Search the data for the string "John" and gather each line it is in.

---------------

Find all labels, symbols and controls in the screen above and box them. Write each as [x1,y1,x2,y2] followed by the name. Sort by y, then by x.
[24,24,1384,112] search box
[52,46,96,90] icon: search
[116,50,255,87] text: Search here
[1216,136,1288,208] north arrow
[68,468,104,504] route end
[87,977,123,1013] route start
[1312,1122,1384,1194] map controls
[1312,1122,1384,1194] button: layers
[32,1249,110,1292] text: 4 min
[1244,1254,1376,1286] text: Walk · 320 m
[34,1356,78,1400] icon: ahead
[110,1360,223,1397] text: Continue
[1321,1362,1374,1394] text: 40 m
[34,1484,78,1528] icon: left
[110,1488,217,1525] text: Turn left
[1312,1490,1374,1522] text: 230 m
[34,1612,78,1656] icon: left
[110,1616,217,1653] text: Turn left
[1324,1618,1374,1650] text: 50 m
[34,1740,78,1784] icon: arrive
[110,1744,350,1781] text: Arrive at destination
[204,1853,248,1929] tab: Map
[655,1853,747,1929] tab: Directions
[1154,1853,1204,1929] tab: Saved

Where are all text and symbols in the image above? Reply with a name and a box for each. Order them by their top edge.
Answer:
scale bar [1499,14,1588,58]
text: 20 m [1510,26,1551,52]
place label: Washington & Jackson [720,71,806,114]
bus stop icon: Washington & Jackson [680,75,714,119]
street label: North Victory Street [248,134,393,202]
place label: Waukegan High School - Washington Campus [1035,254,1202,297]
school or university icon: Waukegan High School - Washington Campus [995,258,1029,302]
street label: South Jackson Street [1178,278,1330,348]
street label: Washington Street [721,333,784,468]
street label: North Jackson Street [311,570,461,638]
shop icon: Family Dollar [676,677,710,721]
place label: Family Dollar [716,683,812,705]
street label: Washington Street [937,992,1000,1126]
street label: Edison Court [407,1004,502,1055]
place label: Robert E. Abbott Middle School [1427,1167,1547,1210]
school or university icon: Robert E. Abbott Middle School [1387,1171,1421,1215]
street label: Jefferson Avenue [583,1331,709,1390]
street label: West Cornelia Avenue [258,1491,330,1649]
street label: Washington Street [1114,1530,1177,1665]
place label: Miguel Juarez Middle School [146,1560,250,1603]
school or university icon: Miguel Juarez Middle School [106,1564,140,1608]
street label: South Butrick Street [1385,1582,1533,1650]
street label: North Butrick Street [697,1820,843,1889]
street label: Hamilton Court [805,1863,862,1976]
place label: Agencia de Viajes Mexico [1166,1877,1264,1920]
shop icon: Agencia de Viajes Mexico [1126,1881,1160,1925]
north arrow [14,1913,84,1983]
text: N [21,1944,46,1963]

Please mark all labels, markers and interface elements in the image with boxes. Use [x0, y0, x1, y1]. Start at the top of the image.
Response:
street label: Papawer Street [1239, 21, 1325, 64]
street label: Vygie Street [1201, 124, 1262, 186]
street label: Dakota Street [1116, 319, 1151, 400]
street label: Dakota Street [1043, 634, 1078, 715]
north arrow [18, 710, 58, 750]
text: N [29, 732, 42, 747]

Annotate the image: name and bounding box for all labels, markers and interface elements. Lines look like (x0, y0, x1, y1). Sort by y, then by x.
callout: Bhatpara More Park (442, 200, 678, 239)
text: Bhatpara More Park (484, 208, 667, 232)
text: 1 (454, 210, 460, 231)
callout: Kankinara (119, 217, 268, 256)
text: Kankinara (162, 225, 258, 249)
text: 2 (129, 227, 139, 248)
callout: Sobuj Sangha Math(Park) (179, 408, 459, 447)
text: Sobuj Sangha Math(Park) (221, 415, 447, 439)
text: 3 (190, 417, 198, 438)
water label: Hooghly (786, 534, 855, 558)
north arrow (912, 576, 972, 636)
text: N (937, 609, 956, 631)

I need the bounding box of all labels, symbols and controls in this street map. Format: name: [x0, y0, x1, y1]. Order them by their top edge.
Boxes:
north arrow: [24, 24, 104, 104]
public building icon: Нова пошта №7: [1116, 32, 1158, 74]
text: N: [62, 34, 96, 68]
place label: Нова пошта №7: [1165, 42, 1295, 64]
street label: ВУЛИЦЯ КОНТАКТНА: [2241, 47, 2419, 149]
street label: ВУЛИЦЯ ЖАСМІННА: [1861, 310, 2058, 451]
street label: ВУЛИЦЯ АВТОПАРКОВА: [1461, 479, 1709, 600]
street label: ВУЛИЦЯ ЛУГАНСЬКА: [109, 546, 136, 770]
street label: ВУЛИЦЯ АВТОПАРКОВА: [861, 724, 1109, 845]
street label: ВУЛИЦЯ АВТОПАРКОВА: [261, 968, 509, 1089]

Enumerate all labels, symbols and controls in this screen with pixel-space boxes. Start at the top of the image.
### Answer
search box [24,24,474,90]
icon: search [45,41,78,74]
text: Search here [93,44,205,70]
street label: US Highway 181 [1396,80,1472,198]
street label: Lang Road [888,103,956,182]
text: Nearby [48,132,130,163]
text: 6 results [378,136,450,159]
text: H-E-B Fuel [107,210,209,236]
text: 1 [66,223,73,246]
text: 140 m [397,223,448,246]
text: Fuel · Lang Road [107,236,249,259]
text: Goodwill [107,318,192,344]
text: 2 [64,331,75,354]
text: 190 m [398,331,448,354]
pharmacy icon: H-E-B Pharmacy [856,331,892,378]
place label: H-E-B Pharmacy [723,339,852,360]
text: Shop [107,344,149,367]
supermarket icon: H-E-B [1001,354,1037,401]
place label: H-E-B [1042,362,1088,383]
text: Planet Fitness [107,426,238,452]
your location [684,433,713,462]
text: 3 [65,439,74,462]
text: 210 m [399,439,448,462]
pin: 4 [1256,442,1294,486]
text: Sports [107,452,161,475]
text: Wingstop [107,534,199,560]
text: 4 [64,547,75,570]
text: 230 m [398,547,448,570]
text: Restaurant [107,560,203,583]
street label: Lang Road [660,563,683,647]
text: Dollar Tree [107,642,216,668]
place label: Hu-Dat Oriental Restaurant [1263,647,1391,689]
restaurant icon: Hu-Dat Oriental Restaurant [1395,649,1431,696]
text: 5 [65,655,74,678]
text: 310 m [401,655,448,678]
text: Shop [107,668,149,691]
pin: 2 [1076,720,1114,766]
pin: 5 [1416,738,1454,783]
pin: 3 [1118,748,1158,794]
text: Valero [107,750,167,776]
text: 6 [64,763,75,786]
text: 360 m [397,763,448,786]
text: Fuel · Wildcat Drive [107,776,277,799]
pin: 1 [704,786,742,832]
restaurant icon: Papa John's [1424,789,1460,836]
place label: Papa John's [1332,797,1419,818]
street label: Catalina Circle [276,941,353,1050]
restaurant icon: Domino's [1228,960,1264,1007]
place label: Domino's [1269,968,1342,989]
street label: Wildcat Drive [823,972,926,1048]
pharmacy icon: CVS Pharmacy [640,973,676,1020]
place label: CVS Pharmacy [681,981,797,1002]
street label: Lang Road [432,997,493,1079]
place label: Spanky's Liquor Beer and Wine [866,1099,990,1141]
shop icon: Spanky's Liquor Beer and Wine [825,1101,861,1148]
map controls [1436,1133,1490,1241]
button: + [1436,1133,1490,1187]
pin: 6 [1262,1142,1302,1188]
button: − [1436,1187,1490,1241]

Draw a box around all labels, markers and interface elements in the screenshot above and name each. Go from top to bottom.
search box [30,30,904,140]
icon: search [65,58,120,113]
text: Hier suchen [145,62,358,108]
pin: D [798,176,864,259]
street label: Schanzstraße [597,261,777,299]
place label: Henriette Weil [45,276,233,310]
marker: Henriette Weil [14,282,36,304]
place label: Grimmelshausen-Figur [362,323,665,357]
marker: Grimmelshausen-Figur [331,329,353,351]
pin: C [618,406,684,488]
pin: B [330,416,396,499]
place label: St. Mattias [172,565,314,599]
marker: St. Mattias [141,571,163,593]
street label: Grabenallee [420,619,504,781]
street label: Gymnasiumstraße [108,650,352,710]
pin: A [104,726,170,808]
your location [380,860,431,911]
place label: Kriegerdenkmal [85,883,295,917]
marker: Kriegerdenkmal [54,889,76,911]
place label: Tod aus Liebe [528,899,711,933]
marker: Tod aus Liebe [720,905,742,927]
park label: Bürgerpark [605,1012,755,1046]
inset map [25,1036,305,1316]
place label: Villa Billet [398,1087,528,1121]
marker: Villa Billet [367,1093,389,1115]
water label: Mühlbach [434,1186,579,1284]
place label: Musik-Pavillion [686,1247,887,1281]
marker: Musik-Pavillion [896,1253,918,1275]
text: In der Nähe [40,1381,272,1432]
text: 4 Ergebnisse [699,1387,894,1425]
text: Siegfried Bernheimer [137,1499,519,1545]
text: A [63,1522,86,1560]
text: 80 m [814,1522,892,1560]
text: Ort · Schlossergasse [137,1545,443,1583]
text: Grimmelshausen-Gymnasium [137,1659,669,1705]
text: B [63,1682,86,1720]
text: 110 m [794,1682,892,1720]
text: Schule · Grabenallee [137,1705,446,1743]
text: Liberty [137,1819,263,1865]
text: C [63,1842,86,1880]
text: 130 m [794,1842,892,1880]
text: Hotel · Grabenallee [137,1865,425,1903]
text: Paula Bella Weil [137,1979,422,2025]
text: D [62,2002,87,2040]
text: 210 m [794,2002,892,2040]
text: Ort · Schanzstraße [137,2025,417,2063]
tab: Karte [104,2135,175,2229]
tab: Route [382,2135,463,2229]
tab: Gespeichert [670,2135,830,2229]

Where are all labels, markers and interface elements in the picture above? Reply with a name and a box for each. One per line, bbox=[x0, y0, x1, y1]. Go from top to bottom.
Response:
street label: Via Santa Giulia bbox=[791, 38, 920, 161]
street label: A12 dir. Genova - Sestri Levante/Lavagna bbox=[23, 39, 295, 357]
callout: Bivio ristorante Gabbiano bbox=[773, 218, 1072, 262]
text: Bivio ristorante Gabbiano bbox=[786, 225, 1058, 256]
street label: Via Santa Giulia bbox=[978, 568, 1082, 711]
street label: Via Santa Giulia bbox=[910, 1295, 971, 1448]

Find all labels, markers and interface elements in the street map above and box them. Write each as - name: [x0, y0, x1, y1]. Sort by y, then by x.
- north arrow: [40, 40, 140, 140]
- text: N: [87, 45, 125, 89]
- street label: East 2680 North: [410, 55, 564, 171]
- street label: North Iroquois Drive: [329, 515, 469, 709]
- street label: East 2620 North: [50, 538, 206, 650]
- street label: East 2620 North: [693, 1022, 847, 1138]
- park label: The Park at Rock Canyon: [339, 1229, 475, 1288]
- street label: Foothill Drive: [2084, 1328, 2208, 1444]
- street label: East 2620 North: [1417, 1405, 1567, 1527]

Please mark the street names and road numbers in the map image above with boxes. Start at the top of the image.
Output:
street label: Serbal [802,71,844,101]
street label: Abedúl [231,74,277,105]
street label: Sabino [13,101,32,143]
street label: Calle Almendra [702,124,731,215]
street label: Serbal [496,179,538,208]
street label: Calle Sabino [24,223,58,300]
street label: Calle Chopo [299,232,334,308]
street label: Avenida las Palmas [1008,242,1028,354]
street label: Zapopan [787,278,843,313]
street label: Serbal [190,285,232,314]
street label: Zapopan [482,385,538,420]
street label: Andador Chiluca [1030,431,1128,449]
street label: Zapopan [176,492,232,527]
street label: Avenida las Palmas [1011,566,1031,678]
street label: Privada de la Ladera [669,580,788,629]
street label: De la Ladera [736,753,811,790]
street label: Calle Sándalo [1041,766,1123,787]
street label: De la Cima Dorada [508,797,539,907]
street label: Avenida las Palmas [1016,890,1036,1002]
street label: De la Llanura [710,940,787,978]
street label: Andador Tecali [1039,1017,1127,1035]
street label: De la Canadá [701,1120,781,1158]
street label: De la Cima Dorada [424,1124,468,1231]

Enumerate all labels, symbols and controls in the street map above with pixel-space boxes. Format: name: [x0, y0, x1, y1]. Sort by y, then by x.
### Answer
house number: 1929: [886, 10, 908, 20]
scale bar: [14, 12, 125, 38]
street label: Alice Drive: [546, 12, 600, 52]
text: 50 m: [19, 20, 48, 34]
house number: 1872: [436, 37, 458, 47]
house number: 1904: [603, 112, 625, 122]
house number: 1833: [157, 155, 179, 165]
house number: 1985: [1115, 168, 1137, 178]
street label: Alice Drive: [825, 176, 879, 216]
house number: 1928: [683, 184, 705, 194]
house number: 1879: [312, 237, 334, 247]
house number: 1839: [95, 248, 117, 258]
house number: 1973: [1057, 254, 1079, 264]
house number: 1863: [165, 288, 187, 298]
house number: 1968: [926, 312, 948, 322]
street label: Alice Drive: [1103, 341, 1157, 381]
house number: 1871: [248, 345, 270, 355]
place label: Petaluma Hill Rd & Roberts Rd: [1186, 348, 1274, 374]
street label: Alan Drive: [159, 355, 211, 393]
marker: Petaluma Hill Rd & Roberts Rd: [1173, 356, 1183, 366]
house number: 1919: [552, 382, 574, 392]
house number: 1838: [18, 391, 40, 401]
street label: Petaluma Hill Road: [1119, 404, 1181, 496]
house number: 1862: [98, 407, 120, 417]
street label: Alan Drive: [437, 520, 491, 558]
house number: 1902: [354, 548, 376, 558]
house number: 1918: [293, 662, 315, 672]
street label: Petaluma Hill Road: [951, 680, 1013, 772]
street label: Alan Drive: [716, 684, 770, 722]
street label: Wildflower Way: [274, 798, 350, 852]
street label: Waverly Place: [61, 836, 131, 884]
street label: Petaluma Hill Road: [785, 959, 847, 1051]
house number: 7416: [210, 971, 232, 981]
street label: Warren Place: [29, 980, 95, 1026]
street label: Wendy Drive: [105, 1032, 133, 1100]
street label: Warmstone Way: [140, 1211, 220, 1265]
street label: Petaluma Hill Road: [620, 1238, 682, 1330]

---------------

**Completed exercise**.
restaurant icon: Papa John's [1424,789,1460,836]
place label: Papa John's [1332,797,1419,818]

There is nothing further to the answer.